BEGIN

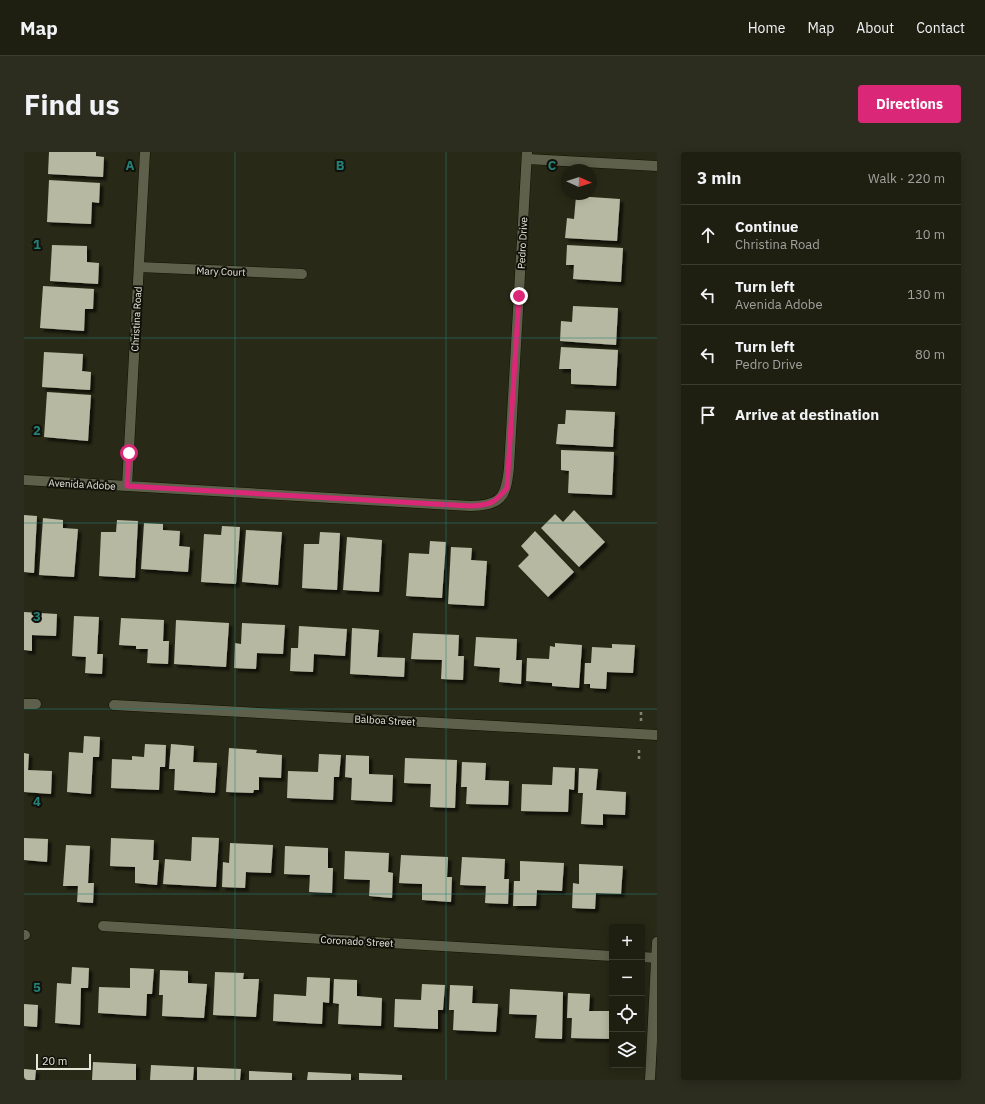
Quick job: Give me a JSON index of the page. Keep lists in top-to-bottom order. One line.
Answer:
{"streets":{"street":["Pedro Drive","Mary Court","Christina Road","Avenida Adobe","Balboa Street","Coronado Street"]},"crossings":[["Pedro Drive","Avenida Adobe"],["Mary Court","Christina Road"],["Christina Road","Avenida Adobe"]],"scale_bar":"20 m","north":"right","page":{"header":"Map","nav":["Home","Map","About","Contact"],"buttons":"Directions","title":"Find us","heading":["3 min","Walk · 220 m"],"list":[["Continue","Christina Road","10 m"],["Turn left","Avenida Adobe","130 m"],["Turn left","Pedro Drive","80 m"],"Arrive at destination"],"map_buttons":["+","−"],"scale":"20 m"},"grid":{"columns":["A","B","C"],"rows":["1","2","3","4","5"]}}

END

--- What the task requires ---
Omit pictures; set down the rest of the material word for word.

--- Output for this exercise ---
Quick job: Give me a JSON index of the page. Keep lists in top-to-bottom order. One line.
Answer:
{"streets":{"street":["Pedro Drive","Mary Court","Christina Road","Avenida Adobe","Balboa Street","Coronado Street"]},"crossings":[["Pedro Drive","Avenida Adobe"],["Mary Court","Christina Road"],["Christina Road","Avenida Adobe"]],"scale_bar":"20 m","north":"right","page":{"header":"Map","nav":["Home","Map","About","Contact"],"buttons":"Directions","title":"Find us","heading":["3 min","Walk · 220 m"],"list":[["Continue","Christina Road","10 m"],["Turn left","Avenida Adobe","130 m"],["Turn left","Pedro Drive","80 m"],"Arrive at destination"],"map_buttons":["+","−"],"scale":"20 m"},"grid":{"columns":["A","B","C"],"rows":["1","2","3","4","5"]}}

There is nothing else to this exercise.